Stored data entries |
* * * * * * * * *

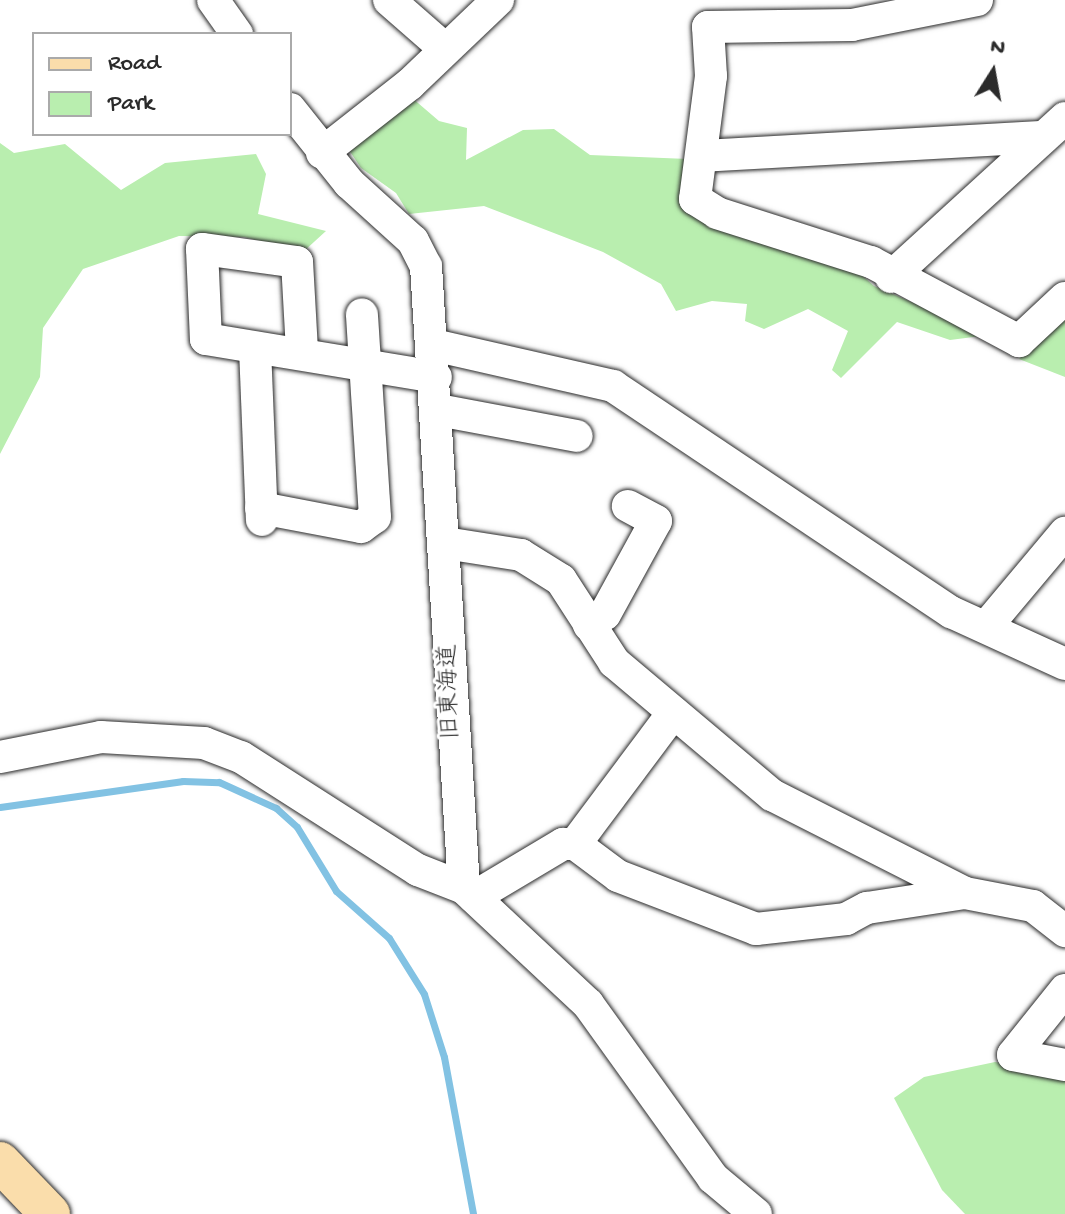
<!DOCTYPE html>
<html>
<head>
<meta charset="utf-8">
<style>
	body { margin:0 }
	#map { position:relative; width:1065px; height:1214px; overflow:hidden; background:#fff; font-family:"Gochi Hand","Klee One",sans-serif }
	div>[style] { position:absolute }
	.green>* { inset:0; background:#b9eeaf }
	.stream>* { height:7px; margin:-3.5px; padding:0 3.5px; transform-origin:3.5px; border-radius:3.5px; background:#82c2e3 }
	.roads { filter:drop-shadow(0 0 2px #2b2b2b) drop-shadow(0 0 2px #2b2b2b) }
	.minor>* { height:32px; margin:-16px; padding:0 16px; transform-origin:16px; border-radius:16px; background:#fff }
	.major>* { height:40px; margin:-20px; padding:0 20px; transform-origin:20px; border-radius:20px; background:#faddab }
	span { translate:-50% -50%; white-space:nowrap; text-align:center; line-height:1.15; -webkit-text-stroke:6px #fff; paint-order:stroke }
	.street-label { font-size:24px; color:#2b2b2b }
	.legend { position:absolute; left:32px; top:32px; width:260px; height:104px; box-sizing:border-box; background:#fff; border:2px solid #aaa; margin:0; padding:10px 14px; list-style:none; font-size:24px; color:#2b2b2b }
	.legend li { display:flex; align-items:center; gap:16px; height:40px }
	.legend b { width:40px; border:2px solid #aaa }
	.north { position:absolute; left:953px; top:32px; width:80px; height:80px; -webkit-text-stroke:6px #fff; paint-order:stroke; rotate:11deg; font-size:22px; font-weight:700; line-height:32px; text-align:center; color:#2b2b2b }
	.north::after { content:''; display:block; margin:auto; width:28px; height:36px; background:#2b2b2b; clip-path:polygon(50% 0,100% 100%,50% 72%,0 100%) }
</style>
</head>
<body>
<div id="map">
	<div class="green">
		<div style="clip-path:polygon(411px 97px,439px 121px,467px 128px,466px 160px,523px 130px,554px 129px,590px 155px,688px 159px,684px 208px,856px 270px,874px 286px,989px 335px,950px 340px,897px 322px,841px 378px,832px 370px,848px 331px,808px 309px,764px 329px,745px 321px,747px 304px,712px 301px,676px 311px,661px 284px,603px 252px,484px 206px,409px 214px,396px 193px,361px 168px,347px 147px)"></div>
		<div style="clip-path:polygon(0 143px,14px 153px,65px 144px,121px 190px,165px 163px,256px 154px,266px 174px,258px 214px,326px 231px,303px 252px,244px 237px,179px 236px,83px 269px,43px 328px,40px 377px,0 454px)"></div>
		<div style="clip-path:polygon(1065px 317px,1065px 377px,1019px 359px)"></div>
		<div style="clip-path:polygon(995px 1062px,1065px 1074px,1065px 1214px,965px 1214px,942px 1190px,894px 1098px,924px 1077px)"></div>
	</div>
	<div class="stream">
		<div style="left:0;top:807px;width:185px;rotate:-8.1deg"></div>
		<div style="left:183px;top:781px;width:36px;rotate:2deg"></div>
		<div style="left:219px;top:782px;width:63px;rotate:24.5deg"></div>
		<div style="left:276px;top:808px;width:28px;rotate:42deg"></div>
		<div style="left:297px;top:827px;width:75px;rotate:58.6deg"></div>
		<div style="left:336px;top:891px;width:71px;rotate:41.6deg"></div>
		<div style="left:389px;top:938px;width:66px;rotate:58deg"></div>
		<div style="left:424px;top:994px;width:66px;rotate:72.4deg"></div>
		<div style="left:444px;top:1057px;width:160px;rotate:79.5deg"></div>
	</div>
	<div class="roads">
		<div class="minor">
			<div style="left:213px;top:0;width:42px;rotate:54.8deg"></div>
			<div style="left:389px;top:0;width:74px;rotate:41.2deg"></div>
			<div style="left:977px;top:0;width:127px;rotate:168.7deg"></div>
			<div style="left:852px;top:25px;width:144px;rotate:179.2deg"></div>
			<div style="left:708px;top:27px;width:49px;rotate:86.5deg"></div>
			<div style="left:711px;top:76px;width:124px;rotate:97.4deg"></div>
			<div style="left:695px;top:199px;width:26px;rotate:32deg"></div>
			<div style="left:717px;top:213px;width:162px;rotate:17.7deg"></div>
			<div style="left:871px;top:262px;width:168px;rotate:28.1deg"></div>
			<div style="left:1019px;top:341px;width:63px;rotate:-43.1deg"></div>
			<div style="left:290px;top:109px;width:95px;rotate:51.4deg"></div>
			<div style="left:349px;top:183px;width:86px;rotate:42.2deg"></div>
			<div style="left:413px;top:241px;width:28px;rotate:63deg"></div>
			<div style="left:426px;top:266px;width:623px;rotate:86.5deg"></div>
			<div style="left:322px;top:153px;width:112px;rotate:-38.1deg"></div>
			<div style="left:410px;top:84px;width:122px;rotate:-43.7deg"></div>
			<div style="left:702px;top:156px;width:341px;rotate:-3.2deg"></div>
			<div style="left:891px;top:277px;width:236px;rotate:-42.4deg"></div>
			<div style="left:433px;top:345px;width:185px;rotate:12.8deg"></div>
			<div style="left:613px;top:386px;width:407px;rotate:33.8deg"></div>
			<div style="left:951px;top:612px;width:125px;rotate:24.5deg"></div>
			<div style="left:255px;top:348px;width:172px;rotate:87.7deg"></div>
			<div style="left:302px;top:351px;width:89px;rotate:-93.2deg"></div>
			<div style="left:297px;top:262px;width:96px;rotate:-172.2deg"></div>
			<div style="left:202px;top:249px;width:90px;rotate:87.5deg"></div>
			<div style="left:206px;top:339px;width:233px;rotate:9.4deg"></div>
			<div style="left:438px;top:410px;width:141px;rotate:10.6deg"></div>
			<div style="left:261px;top:508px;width:102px;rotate:10.8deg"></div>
			<div style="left:361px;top:527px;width:17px;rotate:-36deg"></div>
			<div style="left:375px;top:517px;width:203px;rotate:-93.7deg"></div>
			<div style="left:445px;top:543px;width:77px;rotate:9deg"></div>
			<div style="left:521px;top:555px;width:47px;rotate:32deg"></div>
			<div style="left:561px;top:580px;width:98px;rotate:57.1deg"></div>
			<div style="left:614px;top:662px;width:207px;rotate:40.1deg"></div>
			<div style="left:772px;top:795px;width:216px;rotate:26.9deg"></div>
			<div style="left:965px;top:893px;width:69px;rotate:10.8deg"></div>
			<div style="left:1033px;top:906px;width:41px;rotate:38deg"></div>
			<div style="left:589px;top:625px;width:19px;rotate:-35deg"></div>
			<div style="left:605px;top:614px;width:106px;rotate:-61.3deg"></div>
			<div style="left:656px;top:521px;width:32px;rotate:-152deg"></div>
			<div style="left:986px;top:627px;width:123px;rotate:-50deg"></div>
			<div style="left:0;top:757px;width:103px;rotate:-11.2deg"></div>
			<div style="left:101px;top:737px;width:103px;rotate:3.3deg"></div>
			<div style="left:204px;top:743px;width:40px;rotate:21deg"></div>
			<div style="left:241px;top:757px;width:210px;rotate:32.6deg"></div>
			<div style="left:418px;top:870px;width:49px;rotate:21.4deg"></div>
			<div style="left:464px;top:888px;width:170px;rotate:43.1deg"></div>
			<div style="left:588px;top:1004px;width:214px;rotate:54.3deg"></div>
			<div style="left:713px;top:1178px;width:56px;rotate:39.9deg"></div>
			<div style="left:575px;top:844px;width:54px;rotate:36.7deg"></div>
			<div style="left:618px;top:876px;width:148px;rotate:21deg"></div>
			<div style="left:756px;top:929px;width:91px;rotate:-6.3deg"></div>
			<div style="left:846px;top:919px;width:24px;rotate:-28deg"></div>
			<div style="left:867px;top:908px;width:99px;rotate:-8.7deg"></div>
			<div style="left:474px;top:897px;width:104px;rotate:-30.8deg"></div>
			<div style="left:563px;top:844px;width:12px"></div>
			<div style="left:575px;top:844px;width:164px;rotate:-53.2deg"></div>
			<div style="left:1065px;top:990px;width:83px;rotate:128.7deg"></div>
			<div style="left:1013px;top:1055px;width:53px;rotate:10.9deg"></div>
		</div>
		<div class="major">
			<div style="left:0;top:1162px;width:72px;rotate:46.1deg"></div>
		</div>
	</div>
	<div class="street-label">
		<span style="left:451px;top:692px;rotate:-92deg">旧東海道</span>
	</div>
	<ul class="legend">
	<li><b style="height:10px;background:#faddab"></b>Road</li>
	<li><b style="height:22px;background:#b9eeaf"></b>Park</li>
	</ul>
	<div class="north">N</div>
</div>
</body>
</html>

* * * * * * * * *

Action item | What is needed is every line of the records above that contains the word "stream".

Task answer |
	.stream>* { height:7px; margin:-3.5px; padding:0 3.5px; transform-origin:3.5px; border-radius:3.5px; background:#82c2e3 }
	<div class="stream">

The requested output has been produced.